Task item. The lines from the start of the data through the line with "Map reading. Build" are to be returned verbatim; all later lines are to be omitted.

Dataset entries
○ ○ ○ ○ ○

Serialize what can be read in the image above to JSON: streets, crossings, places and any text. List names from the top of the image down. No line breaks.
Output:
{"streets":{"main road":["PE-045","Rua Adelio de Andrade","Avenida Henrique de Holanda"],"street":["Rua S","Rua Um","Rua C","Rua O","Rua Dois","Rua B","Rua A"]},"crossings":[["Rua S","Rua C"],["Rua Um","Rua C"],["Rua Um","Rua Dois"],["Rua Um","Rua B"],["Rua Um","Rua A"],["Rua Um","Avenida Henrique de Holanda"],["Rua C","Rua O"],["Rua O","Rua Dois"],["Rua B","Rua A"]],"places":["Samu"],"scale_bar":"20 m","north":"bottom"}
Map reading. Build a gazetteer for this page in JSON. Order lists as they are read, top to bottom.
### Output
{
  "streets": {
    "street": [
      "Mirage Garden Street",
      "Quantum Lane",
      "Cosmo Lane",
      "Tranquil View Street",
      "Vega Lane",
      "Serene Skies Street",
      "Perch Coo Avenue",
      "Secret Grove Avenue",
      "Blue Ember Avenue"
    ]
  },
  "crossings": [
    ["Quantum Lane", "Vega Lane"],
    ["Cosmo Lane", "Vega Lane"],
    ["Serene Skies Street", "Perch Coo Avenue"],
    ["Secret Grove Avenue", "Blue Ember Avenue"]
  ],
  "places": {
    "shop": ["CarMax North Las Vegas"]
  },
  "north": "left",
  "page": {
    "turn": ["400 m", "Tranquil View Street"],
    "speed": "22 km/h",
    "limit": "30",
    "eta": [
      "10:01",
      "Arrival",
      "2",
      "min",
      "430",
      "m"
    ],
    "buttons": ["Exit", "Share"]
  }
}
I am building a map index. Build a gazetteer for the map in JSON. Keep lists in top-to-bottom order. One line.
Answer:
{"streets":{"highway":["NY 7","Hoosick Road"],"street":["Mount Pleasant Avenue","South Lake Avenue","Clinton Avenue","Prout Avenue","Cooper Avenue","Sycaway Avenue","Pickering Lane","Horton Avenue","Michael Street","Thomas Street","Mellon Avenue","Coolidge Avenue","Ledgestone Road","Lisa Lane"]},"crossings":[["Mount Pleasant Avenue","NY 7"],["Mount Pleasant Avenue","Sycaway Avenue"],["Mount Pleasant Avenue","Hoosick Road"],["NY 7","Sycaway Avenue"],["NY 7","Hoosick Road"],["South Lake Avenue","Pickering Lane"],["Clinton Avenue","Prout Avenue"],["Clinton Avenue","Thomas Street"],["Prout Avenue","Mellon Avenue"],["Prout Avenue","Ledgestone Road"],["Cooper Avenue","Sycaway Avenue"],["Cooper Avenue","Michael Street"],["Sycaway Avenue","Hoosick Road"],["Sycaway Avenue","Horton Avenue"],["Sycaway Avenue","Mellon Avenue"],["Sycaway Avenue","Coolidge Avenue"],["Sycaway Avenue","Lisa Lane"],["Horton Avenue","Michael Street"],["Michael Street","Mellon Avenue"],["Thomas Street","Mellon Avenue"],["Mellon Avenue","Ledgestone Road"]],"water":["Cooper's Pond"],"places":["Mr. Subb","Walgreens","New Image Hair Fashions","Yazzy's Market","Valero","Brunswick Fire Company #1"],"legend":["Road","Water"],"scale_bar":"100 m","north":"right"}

○ ○ ○ ○ ○

Solved problem.
Serialize what can be read in the image above to JSON: streets, crossings, places and any text. List names from the top of the image down. No line breaks.
Output:
{"streets":{"main road":["PE-045","Rua Adelio de Andrade","Avenida Henrique de Holanda"],"street":["Rua S","Rua Um","Rua C","Rua O","Rua Dois","Rua B","Rua A"]},"crossings":[["Rua S","Rua C"],["Rua Um","Rua C"],["Rua Um","Rua Dois"],["Rua Um","Rua B"],["Rua Um","Rua A"],["Rua Um","Avenida Henrique de Holanda"],["Rua C","Rua O"],["Rua O","Rua Dois"],["Rua B","Rua A"]],"places":["Samu"],"scale_bar":"20 m","north":"bottom"}
Map reading. Build a gazetteer for this page in JSON. Order lists as they are read, top to bottom.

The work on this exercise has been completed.